[Data for processing — start]

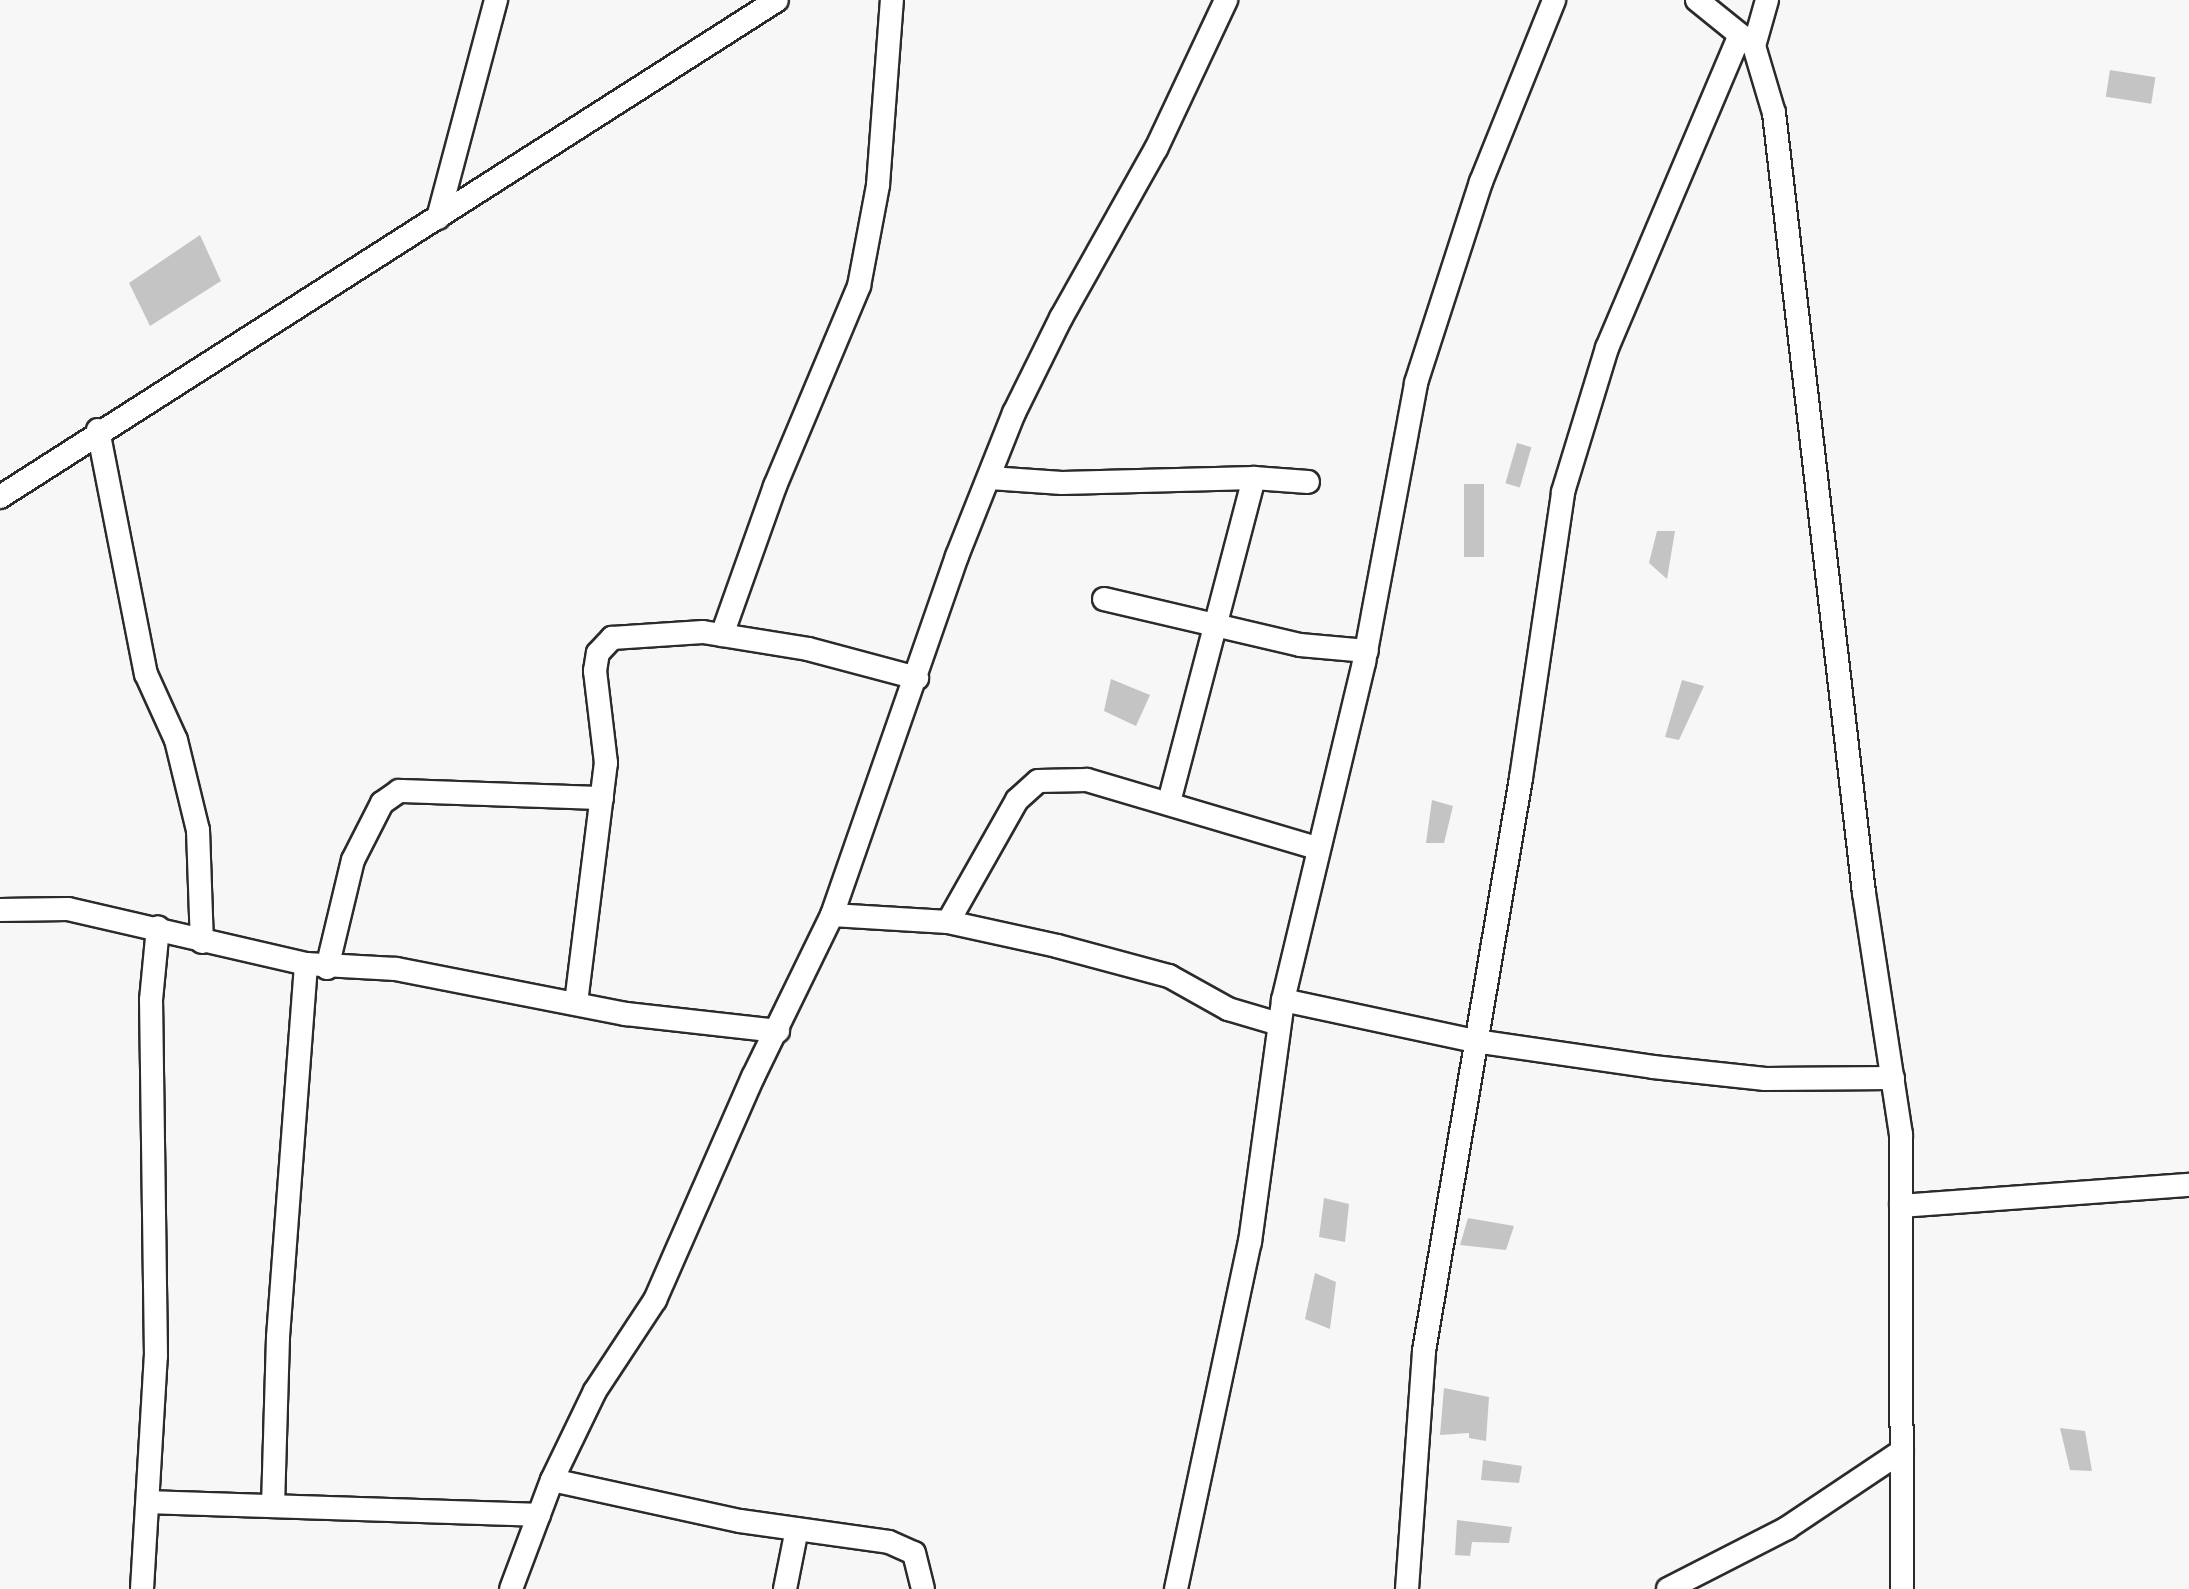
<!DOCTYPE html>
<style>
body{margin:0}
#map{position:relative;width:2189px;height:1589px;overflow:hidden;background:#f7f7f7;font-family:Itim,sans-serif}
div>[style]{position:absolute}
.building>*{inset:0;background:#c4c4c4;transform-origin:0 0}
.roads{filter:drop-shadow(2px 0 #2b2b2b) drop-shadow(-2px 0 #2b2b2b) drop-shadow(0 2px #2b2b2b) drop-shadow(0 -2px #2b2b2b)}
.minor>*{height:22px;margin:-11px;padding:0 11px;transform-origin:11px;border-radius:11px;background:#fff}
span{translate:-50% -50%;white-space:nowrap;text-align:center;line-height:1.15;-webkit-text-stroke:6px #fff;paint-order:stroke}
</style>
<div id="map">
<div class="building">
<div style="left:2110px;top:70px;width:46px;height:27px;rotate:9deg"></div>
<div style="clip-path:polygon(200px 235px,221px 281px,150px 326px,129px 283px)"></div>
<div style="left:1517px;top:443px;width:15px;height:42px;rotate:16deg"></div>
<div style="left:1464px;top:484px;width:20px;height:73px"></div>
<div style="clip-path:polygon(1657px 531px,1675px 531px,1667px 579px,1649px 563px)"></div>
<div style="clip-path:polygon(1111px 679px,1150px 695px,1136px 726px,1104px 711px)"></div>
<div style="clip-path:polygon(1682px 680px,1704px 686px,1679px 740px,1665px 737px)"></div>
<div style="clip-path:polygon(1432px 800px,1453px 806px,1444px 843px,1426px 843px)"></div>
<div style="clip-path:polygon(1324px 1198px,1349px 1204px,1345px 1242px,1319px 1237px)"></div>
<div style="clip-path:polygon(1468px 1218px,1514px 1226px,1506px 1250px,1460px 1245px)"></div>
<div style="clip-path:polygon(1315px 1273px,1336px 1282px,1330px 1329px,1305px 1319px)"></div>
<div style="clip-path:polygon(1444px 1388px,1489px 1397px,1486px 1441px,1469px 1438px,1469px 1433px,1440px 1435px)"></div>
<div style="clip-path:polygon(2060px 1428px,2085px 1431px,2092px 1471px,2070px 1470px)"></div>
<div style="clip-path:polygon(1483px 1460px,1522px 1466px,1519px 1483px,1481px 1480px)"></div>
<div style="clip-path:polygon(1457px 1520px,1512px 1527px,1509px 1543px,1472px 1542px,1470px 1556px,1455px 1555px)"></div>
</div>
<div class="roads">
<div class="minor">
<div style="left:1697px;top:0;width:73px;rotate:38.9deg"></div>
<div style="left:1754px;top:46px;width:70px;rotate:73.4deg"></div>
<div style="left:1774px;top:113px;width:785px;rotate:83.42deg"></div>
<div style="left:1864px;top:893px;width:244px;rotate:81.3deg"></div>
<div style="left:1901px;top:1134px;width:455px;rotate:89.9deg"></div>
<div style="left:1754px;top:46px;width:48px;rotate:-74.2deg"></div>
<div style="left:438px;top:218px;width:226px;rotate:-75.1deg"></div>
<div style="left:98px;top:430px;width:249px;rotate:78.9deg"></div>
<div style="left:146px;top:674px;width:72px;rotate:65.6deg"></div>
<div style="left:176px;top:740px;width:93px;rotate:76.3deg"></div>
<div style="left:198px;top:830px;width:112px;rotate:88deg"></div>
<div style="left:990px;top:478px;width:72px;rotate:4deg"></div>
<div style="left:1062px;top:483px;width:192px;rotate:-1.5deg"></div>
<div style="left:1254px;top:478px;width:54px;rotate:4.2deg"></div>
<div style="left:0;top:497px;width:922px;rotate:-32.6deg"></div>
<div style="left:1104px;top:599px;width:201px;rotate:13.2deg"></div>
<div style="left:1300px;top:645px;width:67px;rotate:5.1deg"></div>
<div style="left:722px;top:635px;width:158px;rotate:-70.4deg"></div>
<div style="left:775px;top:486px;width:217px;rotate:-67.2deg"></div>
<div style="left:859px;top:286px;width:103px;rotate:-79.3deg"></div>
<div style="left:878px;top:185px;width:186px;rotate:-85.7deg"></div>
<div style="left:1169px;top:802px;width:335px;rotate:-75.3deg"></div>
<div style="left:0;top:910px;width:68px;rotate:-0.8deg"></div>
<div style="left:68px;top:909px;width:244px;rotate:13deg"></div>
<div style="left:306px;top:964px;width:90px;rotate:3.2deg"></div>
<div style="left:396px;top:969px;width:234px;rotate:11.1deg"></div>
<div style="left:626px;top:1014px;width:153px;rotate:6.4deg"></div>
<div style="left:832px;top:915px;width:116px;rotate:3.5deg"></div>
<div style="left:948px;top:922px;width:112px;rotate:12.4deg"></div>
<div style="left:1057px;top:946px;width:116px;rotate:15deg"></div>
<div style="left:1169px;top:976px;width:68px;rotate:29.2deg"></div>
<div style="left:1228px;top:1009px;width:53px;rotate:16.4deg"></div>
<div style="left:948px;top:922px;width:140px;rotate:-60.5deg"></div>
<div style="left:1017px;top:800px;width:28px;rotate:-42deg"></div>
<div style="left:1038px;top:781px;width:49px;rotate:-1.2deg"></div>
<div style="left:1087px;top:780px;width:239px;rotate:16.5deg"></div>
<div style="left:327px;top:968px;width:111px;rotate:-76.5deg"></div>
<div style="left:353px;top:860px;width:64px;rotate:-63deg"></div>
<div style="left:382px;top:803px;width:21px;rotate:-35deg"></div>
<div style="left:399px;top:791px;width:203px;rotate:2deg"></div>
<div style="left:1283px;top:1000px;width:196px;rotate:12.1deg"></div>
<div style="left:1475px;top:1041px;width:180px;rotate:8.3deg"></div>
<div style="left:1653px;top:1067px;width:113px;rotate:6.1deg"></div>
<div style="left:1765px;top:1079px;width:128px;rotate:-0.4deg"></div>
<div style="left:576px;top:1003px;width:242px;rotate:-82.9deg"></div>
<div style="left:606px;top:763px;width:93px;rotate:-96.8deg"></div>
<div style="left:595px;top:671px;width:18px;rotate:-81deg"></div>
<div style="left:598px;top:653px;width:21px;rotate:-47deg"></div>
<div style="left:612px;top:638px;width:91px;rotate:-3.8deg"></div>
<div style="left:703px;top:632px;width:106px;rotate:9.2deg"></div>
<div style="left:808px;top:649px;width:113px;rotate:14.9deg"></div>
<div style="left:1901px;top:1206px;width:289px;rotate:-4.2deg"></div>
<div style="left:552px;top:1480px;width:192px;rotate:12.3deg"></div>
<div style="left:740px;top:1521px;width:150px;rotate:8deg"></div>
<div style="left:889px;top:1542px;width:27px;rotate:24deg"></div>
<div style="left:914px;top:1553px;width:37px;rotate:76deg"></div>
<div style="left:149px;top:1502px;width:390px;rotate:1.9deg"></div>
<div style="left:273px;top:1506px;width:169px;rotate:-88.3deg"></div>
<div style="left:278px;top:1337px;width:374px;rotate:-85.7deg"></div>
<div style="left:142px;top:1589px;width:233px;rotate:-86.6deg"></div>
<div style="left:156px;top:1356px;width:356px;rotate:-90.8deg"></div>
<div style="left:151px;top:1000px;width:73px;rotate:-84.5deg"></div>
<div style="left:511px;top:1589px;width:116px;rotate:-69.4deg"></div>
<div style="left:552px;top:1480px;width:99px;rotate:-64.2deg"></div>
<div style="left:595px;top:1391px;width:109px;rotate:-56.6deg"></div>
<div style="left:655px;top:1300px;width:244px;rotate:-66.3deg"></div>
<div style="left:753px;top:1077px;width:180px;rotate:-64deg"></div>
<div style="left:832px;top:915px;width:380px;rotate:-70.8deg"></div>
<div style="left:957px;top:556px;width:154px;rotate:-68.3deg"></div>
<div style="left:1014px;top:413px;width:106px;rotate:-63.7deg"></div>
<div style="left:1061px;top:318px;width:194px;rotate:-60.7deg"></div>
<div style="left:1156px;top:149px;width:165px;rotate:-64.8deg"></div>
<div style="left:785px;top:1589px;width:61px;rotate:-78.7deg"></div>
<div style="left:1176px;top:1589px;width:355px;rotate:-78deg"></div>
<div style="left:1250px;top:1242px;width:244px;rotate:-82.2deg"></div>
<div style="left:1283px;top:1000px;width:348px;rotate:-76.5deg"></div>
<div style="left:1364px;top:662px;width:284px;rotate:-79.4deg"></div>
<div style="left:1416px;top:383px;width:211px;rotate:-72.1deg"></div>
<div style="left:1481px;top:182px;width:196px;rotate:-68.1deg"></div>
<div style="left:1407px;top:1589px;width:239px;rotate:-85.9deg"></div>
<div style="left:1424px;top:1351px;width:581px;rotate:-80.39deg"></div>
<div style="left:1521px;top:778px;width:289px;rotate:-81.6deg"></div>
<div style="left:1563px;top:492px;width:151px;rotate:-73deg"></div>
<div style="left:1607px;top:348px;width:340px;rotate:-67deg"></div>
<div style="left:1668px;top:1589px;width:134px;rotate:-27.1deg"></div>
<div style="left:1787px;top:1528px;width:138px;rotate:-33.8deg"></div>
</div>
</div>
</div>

[Data for processing — finish]

Write out an exact copy of the listing, first line through the line containing "0 #2b2b2b) drop-shadow(-2px", with the pictures left out.

<!DOCTYPE html>
<style>
body{margin:0}
#map{position:relative;width:2189px;height:1589px;overflow:hidden;background:#f7f7f7;font-family:Itim,sans-serif}
div>[style]{position:absolute}
.building>*{inset:0;background:#c4c4c4;transform-origin:0 0}
.roads{filter:drop-shadow(2px 0 #2b2b2b) drop-shadow(-2px 0 #2b2b2b) drop-shadow(0 2px #2b2b2b) drop-shadow(0 -2px #2b2b2b)}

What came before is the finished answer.